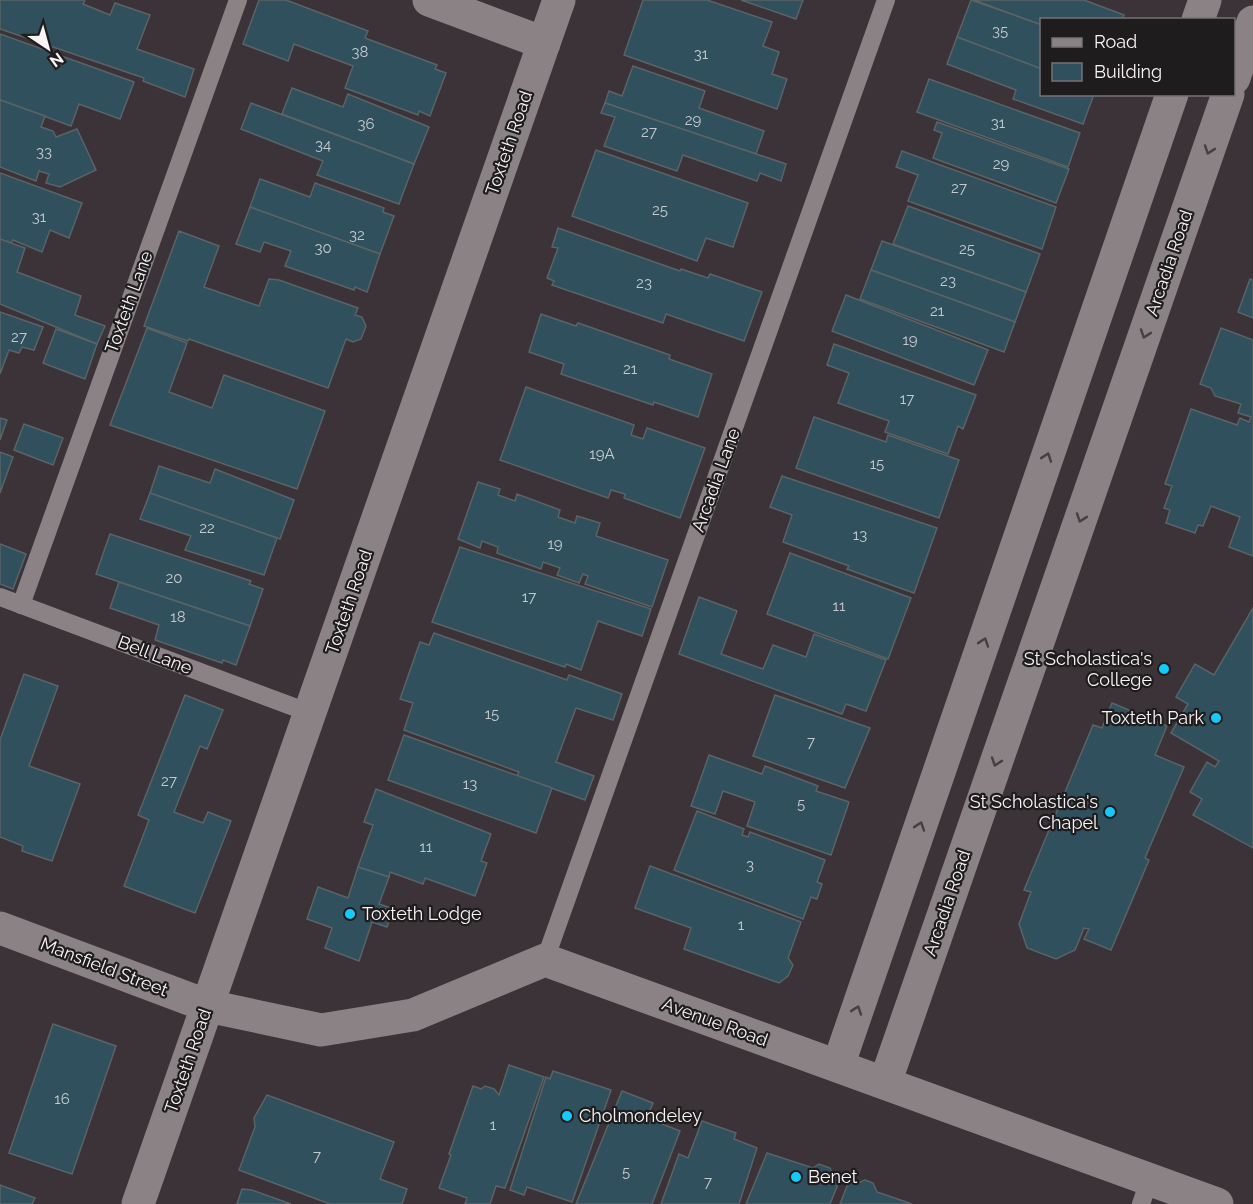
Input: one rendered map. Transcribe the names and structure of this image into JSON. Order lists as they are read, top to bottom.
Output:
{
  "streets": {
    "street": [
      "Toxteth Road",
      "Arcadia Road",
      "Mansfield Street",
      "Avenue Road"
    ],
    "lane": ["Toxteth Lane", "Arcadia Lane", "Bell Lane"]
  },
  "crossings": [
    ["Toxteth Road", "Bell Lane"],
    ["Toxteth Road", "Mansfield Street"],
    ["Arcadia Road", "Avenue Road"],
    ["Toxteth Lane", "Bell Lane"],
    ["Arcadia Lane", "Avenue Road"]
  ],
  "places": [
    "St Scholastica's College",
    "Toxteth Park",
    "St Scholastica's Chapel",
    "Toxteth Lodge",
    "Cholmondeley",
    "Benet"
  ],
  "house_numbers": [
    "35",
    "38",
    "31",
    "29",
    "31",
    "36",
    "27",
    "34",
    "33",
    "29",
    "27",
    "25",
    "31",
    "32",
    "30",
    "25",
    "23",
    "23",
    "21",
    "27",
    "19",
    "21",
    "17",
    "19A",
    "15",
    "22",
    "13",
    "19",
    "20",
    "17",
    "11",
    "18",
    "15",
    "7",
    "27",
    "13",
    "5",
    "11",
    "3",
    "1",
    "16",
    "1",
    "7",
    "5",
    "7"
  ],
  "legend": ["Road", "Building"],
  "north": "bottom right"
}
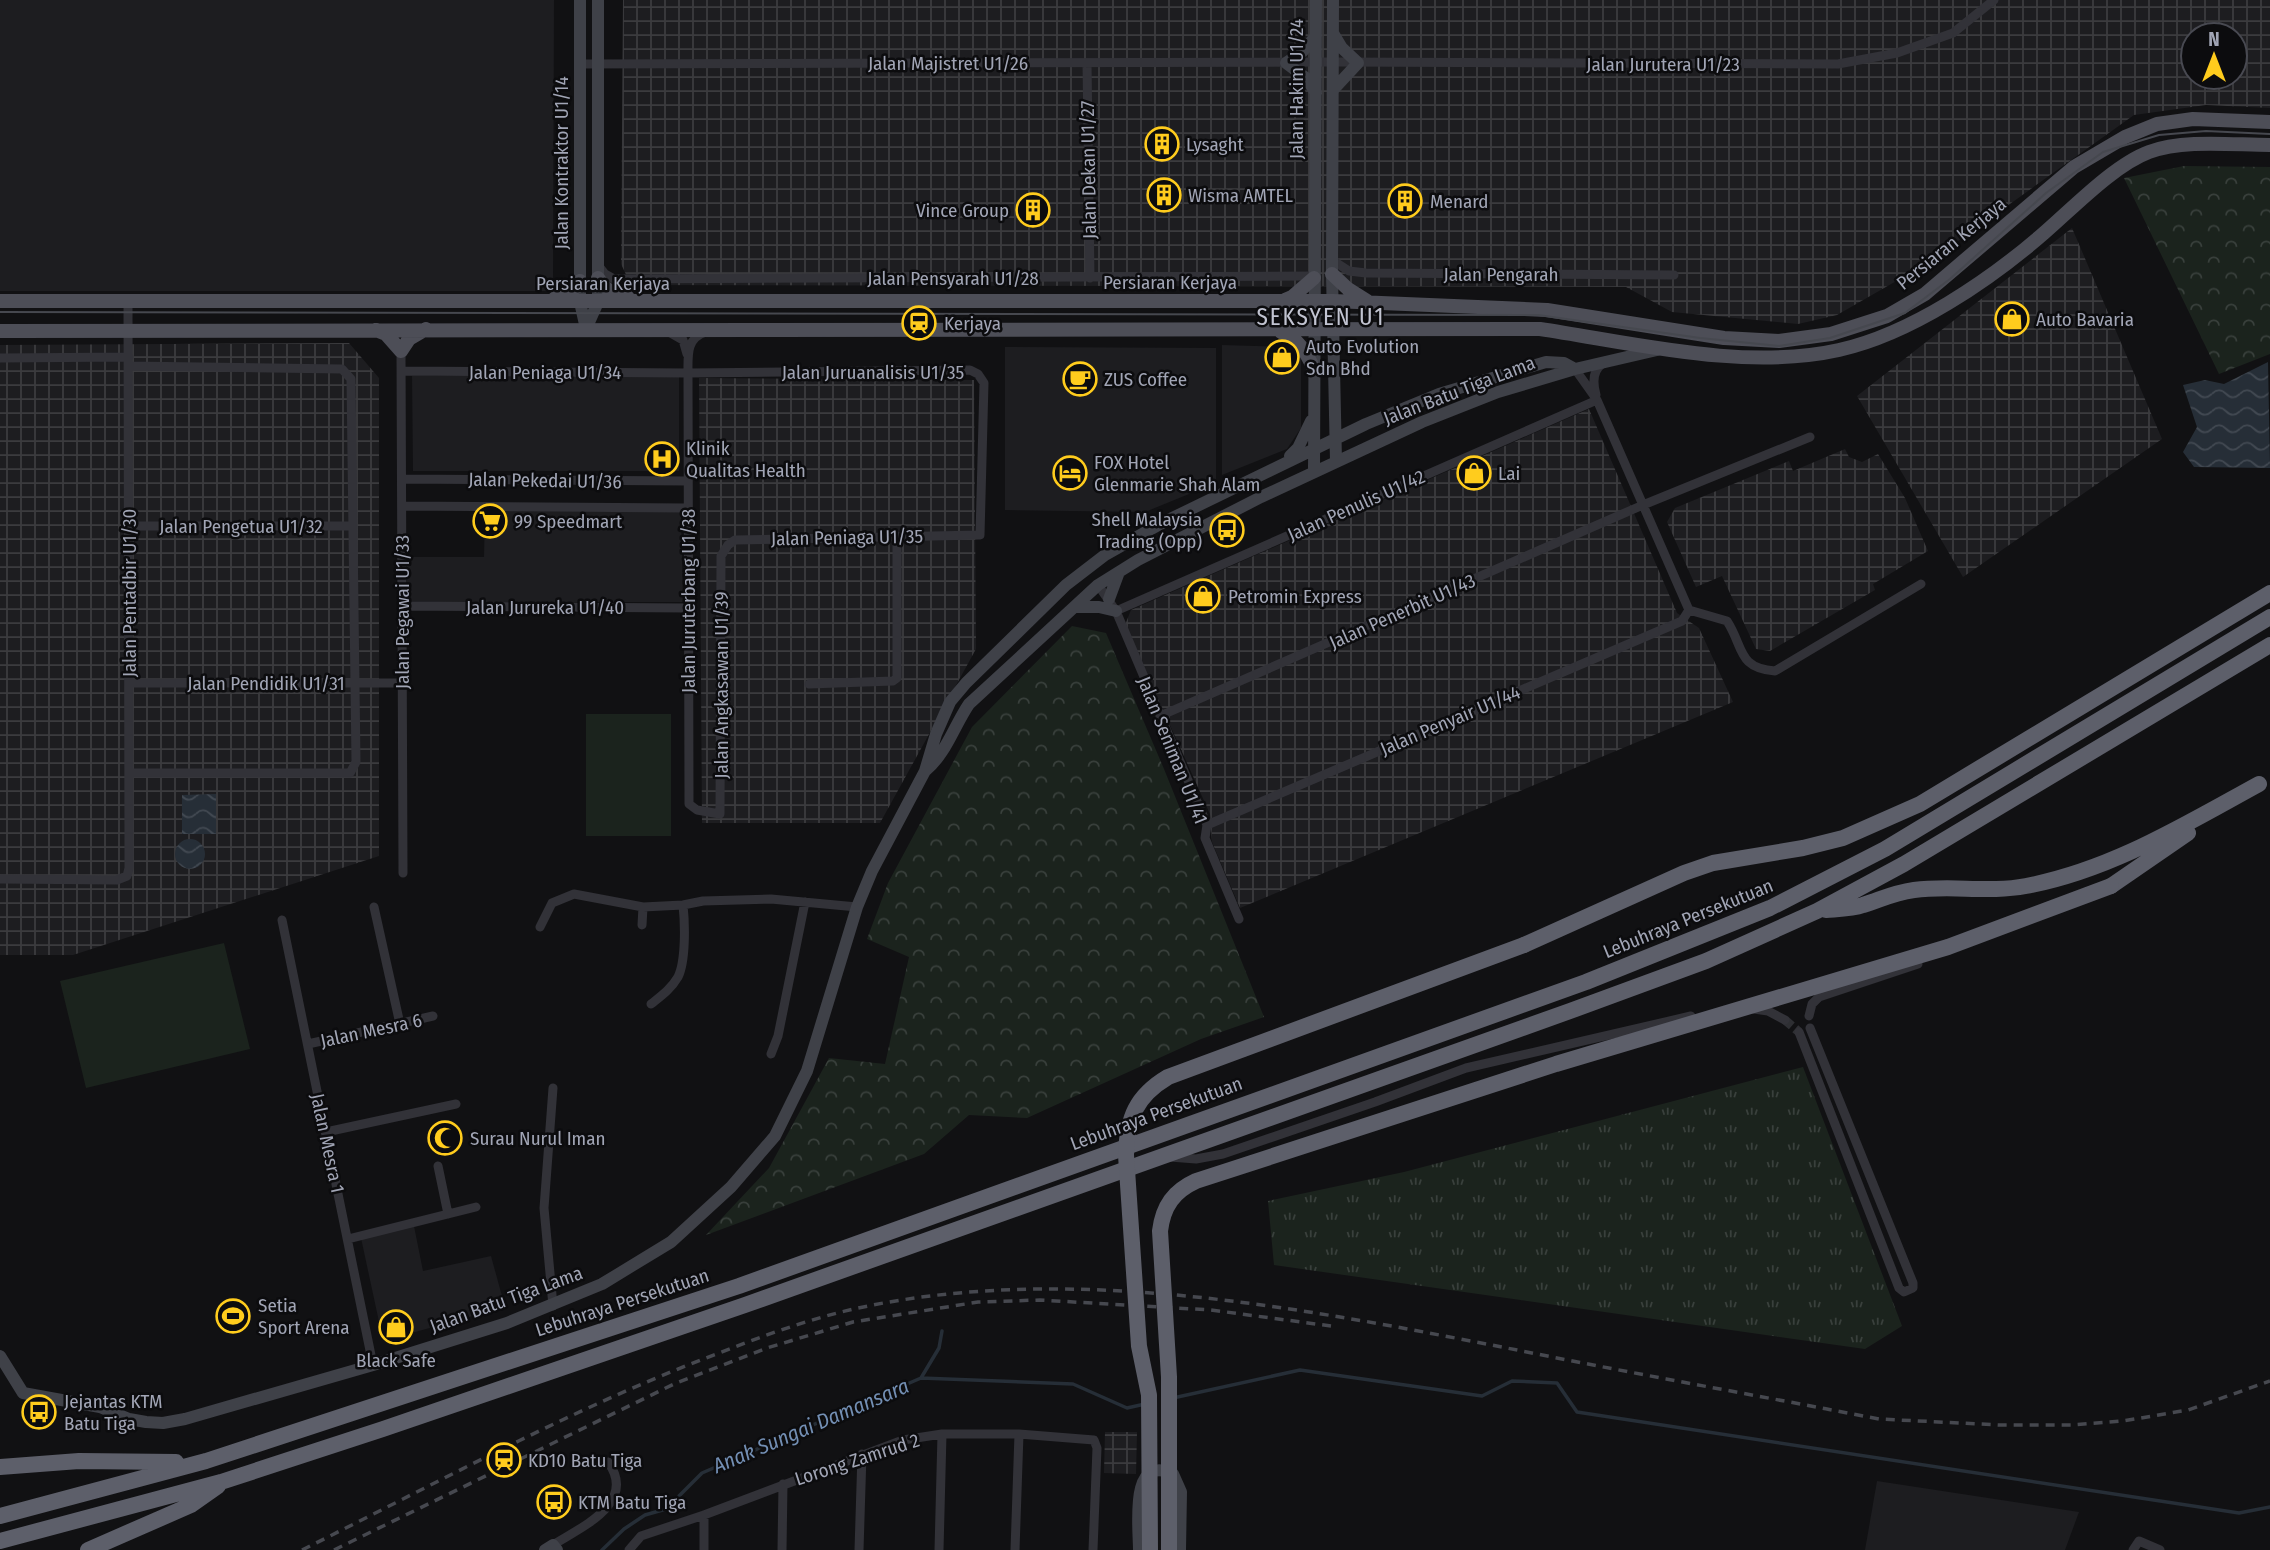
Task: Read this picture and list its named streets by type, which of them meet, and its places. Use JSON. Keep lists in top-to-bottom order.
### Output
{
  "streets": {
    "highway": ["Lebuhraya Persekutuan"],
    "main road": ["Persiaran Kerjaya"],
    "street": [
      "Jalan Majistret U1/26",
      "Jalan Jurutera U1/23",
      "Jalan Hakim U1/24",
      "Jalan Kontraktor U1/14",
      "Jalan Dekan U1/27",
      "Jalan Pengarah",
      "Jalan Pensyarah U1/28",
      "Jalan Peniaga U1/34",
      "Jalan Juruanalisis U1/35",
      "Jalan Batu Tiga Lama",
      "Jalan Pekedai U1/36",
      "Jalan Penulis U1/42",
      "Jalan Pengetua U1/32",
      "Jalan Peniaga U1/35",
      "Jalan Pentadbir U1/30",
      "Jalan Juruterbang U1/38",
      "Jalan Jurureka U1/40",
      "Jalan Penerbit U1/43",
      "Jalan Pegawai U1/33",
      "Jalan Pendidik U1/31",
      "Jalan Angkasawan U1/39",
      "Jalan Penyair U1/44",
      "Jalan Seniman U1/41",
      "Jalan Mesra 6",
      "Jalan Mesra 1",
      "Lorong Zamrud 2"
    ]
  },
  "crossings": [
    ["Jalan Majistret U1/26", "Jalan Jurutera U1/23"],
    ["Jalan Majistret U1/26", "Jalan Hakim U1/24"],
    ["Jalan Majistret U1/26", "Jalan Kontraktor U1/14"],
    ["Jalan Majistret U1/26", "Jalan Dekan U1/27"],
    ["Jalan Jurutera U1/23", "Jalan Hakim U1/24"],
    ["Jalan Hakim U1/24", "Persiaran Kerjaya"],
    ["Jalan Hakim U1/24", "Jalan Pengarah"],
    ["Jalan Hakim U1/24", "Jalan Pensyarah U1/28"],
    ["Jalan Hakim U1/24", "Jalan Batu Tiga Lama"],
    ["Jalan Kontraktor U1/14", "Persiaran Kerjaya"],
    ["Jalan Kontraktor U1/14", "Jalan Pensyarah U1/28"],
    ["Jalan Dekan U1/27", "Jalan Pensyarah U1/28"],
    ["Persiaran Kerjaya", "Jalan Pentadbir U1/30"],
    ["Jalan Peniaga U1/34", "Jalan Juruanalisis U1/35"],
    ["Jalan Peniaga U1/34", "Jalan Juruterbang U1/38"],
    ["Jalan Peniaga U1/34", "Jalan Pegawai U1/33"],
    ["Jalan Juruanalisis U1/35", "Jalan Peniaga U1/35"],
    ["Jalan Juruanalisis U1/35", "Jalan Juruterbang U1/38"],
    ["Jalan Batu Tiga Lama", "Jalan Seniman U1/41"],
    ["Jalan Batu Tiga Lama", "Jalan Mesra 1"],
    ["Jalan Pekedai U1/36", "Jalan Juruterbang U1/38"],
    ["Jalan Pekedai U1/36", "Jalan Pegawai U1/33"],
    ["Jalan Penulis U1/42", "Jalan Seniman U1/41"],
    ["Jalan Pengetua U1/32", "Jalan Pentadbir U1/30"],
    ["Jalan Peniaga U1/35", "Jalan Angkasawan U1/39"],
    ["Jalan Pentadbir U1/30", "Jalan Pendidik U1/31"],
    ["Jalan Juruterbang U1/38", "Jalan Jurureka U1/40"],
    ["Jalan Juruterbang U1/38", "Jalan Angkasawan U1/39"],
    ["Jalan Jurureka U1/40", "Jalan Pegawai U1/33"],
    ["Jalan Penerbit U1/43", "Jalan Seniman U1/41"],
    ["Jalan Pegawai U1/33", "Jalan Pendidik U1/31"],
    ["Jalan Penyair U1/44", "Jalan Seniman U1/41"],
    ["Jalan Mesra 6", "Jalan Mesra 1"]
  ],
  "districts": ["SEKSYEN U1"],
  "water": ["Anak Sungai Damansara"],
  "places": {
    "building": [
      "Lysaght",
      "Wisma AMTEL",
      "Menard",
      "Vince Group"
    ],
    "shop": [
      "Auto Bavaria",
      "Auto Evolution Sdn Bhd",
      "Lai",
      "Petromin Express",
      "Black Safe"
    ],
    "station": ["Kerjaya", "KD10 Batu Tiga"],
    "cafe": ["ZUS Coffee"],
    "hospital": ["Klinik Qualitas Health"],
    "hotel": ["FOX Hotel Glenmarie Shah Alam"],
    "supermarket": ["99 Speedmart"],
    "bus stop": ["Shell Malaysia Trading (Opp)", "Jejantas KTM Batu Tiga", "KTM Batu Tiga"],
    "mosque": ["Surau Nurul Iman"],
    "sports": ["Setia Sport Arena"]
  },
  "north": "top"
}
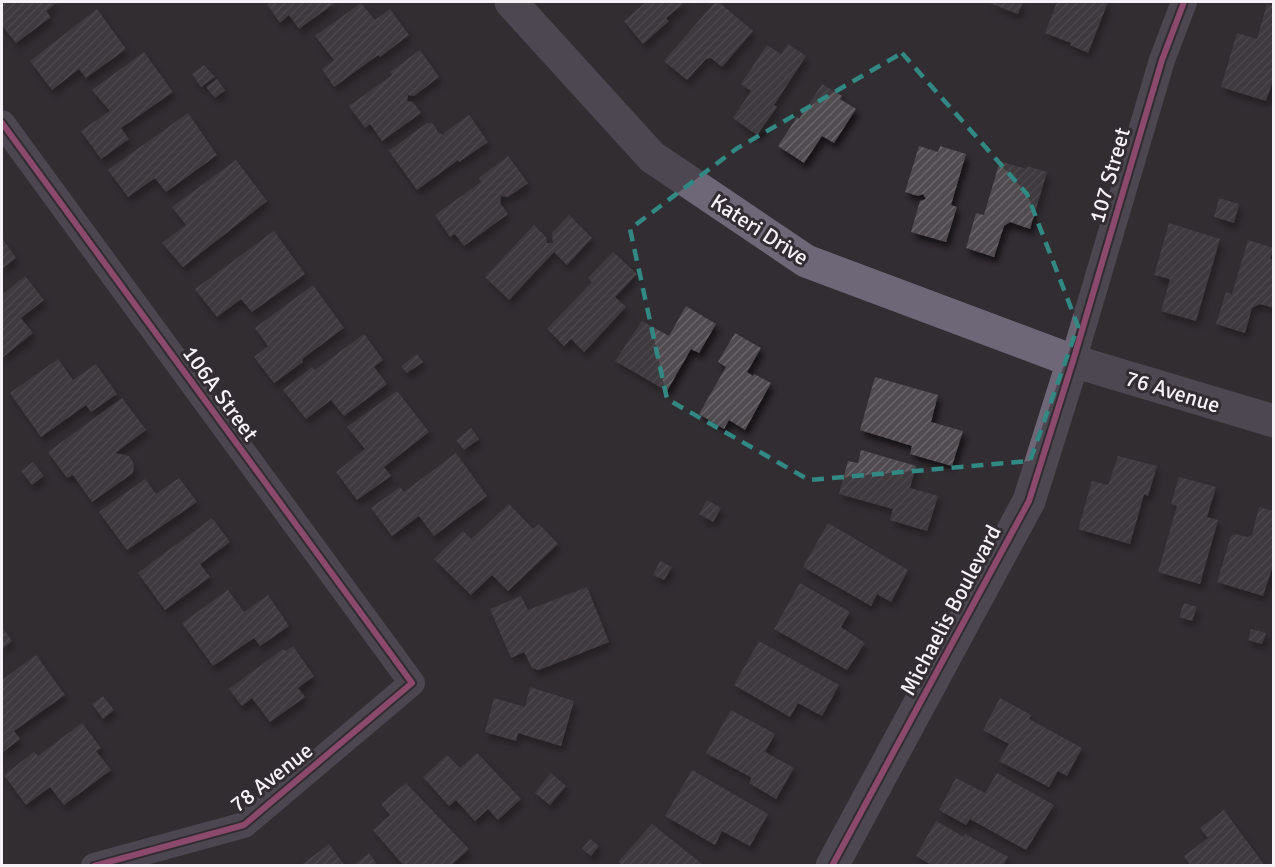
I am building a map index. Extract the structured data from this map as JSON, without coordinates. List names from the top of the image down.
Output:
{
  "streets": {
    "street": [
      "107 Street",
      "Kateri Drive",
      "76 Avenue",
      "106A Street",
      "Michaelis Boulevard",
      "78 Avenue"
    ]
  },
  "crossings": [
    ["107 Street", "Kateri Drive"],
    ["107 Street", "76 Avenue"],
    ["107 Street", "Michaelis Boulevard"],
    ["Kateri Drive", "76 Avenue"],
    ["Kateri Drive", "Michaelis Boulevard"],
    ["76 Avenue", "Michaelis Boulevard"],
    ["106A Street", "78 Avenue"]
  ]
}
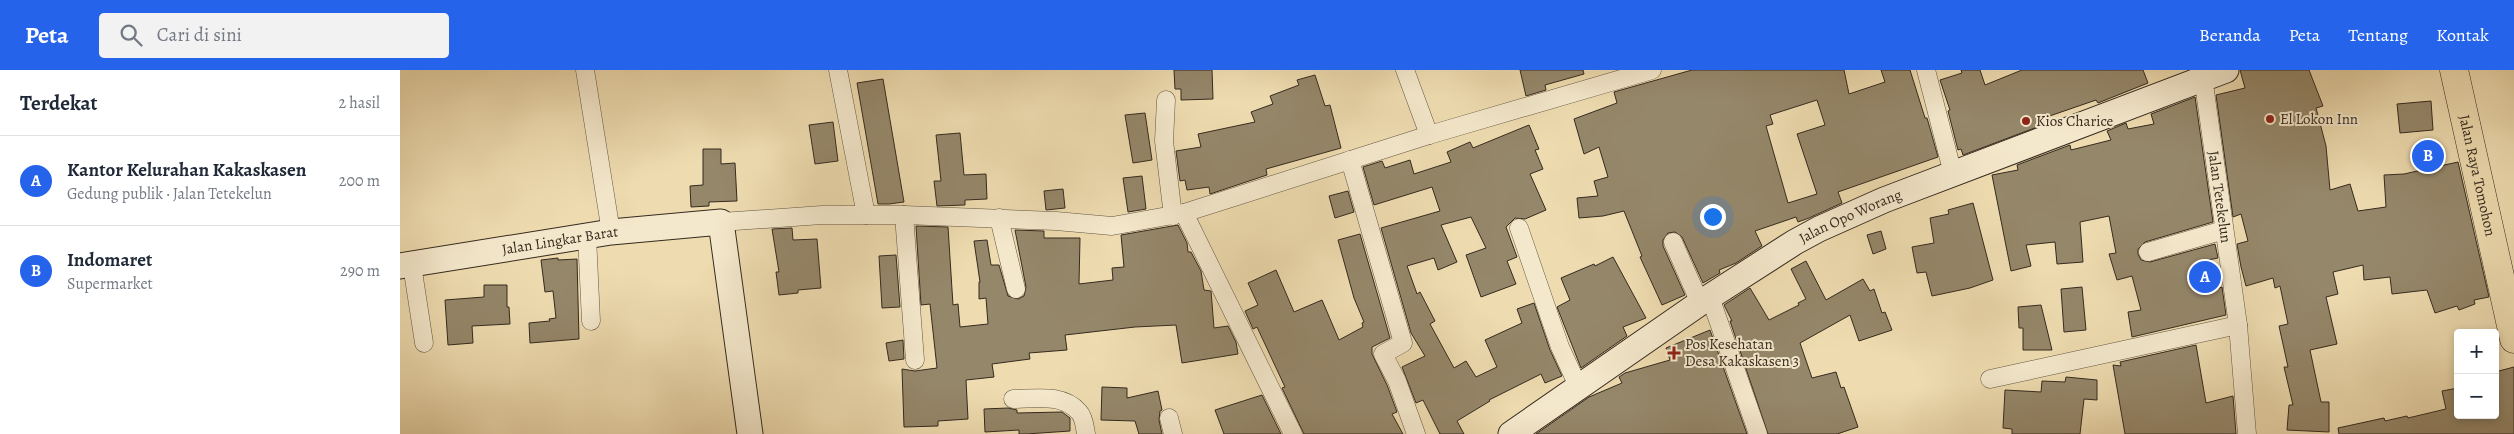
----------------
[What the task requires]
Number of lines above containing the word "Lama": state it and add nothing else.

[The answer]
4